C'est l'été. Je n'ai que ça à faire. Pas vraiment, mais les sorties sont plus rares ces derniers temps. Il pleut. Les amis partent en vacances. Le silence envahit la rue, si ce n'est quelques solos de batterie qui arrosent régulièrement les vitres. Je suis dans l'expectative. Et puis chez moi ça miaule et ça décibêle. Comme des moutons électriques. Peut-être ferai-je bientôt comme tout le monde, du moins ceux qui prennent la poudre d'escampette, mais j'ai peut-être un nouveau Pique-nique au labo la semaine prochaine. Alors, lorsque je ne m'occupe pas des prochaines sorties discographiques, un CD avec une vingtaine d'invités et un vinyle de rock déglingué avec le groupe Poudingue, lorsque je n'aménage pas la maison ou ne m'occupe pas des plantes du jardin qui me narguent à concourir à qui poussera le plus vite, sans compter écrire, toujours écrire, des mots, de la musique, des images, cela m'a semblé une idée amusante de me laisser pousser la barbe. J'y ai souvent pensé, parfois commencé, et puis je m'étais dégonflé. Cela ne prend pourtant pas de temps, au contraire on en gagne même un petit peu. Cette tâche quotidienne, répétitive, particulièrement rasante me semble enfin plus légère. Comme beaucoup de barbus, je tripote de temps en temps cette bande Velcro en poils noirs et blancs. C'est doux. Je joue. Comme lorsqu'enfant je me déguisais, ce que mon père appelait la chienlit. Paradoxalement je continue à me raser les joues, peut-être pour affirmer le geste qui n'a rien de négligé. En fait je reproduis explicitement la barbe que j'avais eue à vingt ans.
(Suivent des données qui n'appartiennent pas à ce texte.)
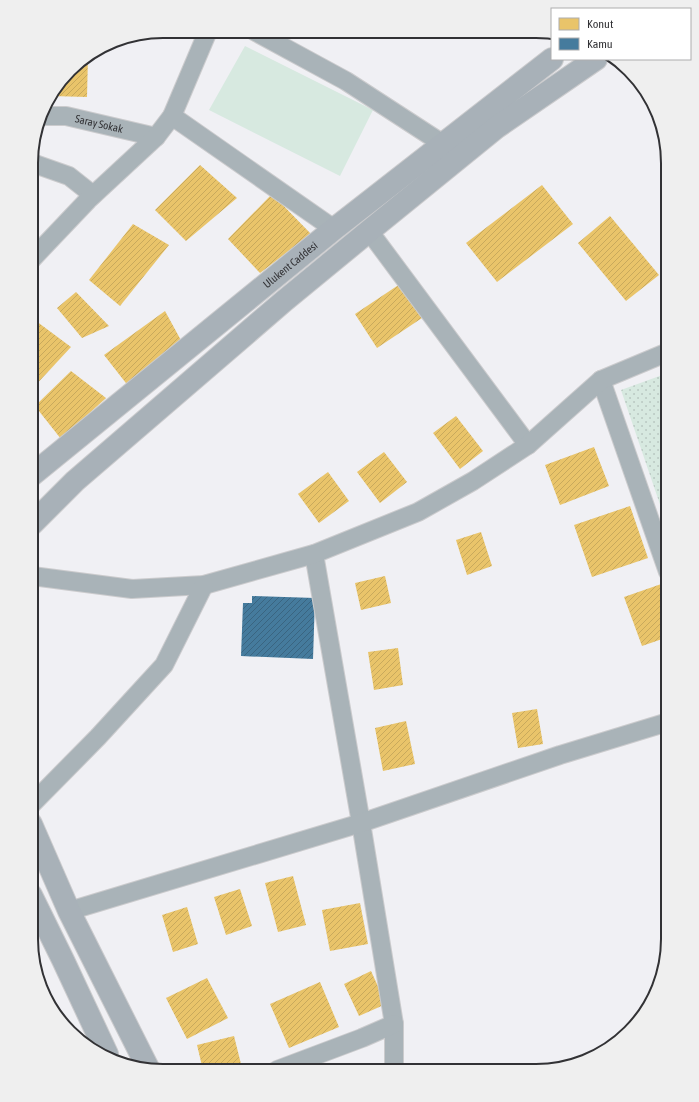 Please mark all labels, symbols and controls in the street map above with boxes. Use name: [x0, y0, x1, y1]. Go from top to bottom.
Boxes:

Fraîchement sorti de l'Idhec, j'étais allé demander du boulot à l'un des patrons de Gaumont. Il m'avait répondu que j'avais l'air d'avoir quinze ans et que personne ne me prendrait au sérieux. Cela lui rappelait ses débuts où il s'était laissé pousser la barbe pour faire plus vieux. Je suivis son conseil et me retrouvai à travailler sur des films de René Clément ou Jean Rollin ! J'attachais mes cheveux en catogan, ce que personne ne faisait encore. Ma passion pour Frank Zappa, dont j'écoute justement en ce moment le triple Funky Nothingness exhumé de 1970, y était aussi pour quelque chose. Sept ans plus tard, en 1981, je coupai mes cheveux, rasai ma barbe, cette fois pour me rajeunir ! En me regardant dans le miroir de la salle de bain, je sautai littéralement de joie. Je m'étais reconnu. Mes cheveux courts s'étaient étonnamment mis à friser, mais cela n'a pas duré. J'ai depuis laissé tranquille mon système pileux. De son côté il a pris ses aises en me gratifiant d'une petite tonsure. Entre temps, sur les conseils de mon ami Bernard, j'avais tout de même tenté de me teindre, mais j'ai vite abandonné, préférant assumer la nouvelle mue. En cherchant une photo des années 70, je me suis aperçu que je réalisais déjà des selfies. Les cheveux longs et la barbe sont aussi devenus à la mode. Je l'ai toujours fuie, mais à écouter ma musique ou regarder mes films je me demande si je ne devrais pas parfois essayer de m'en rapprocher ? J'en suis très probablement incapable, préférant l'inédit, les chemins de traverse et l'indépendance. Je fais donc une exception, c'est la barbe !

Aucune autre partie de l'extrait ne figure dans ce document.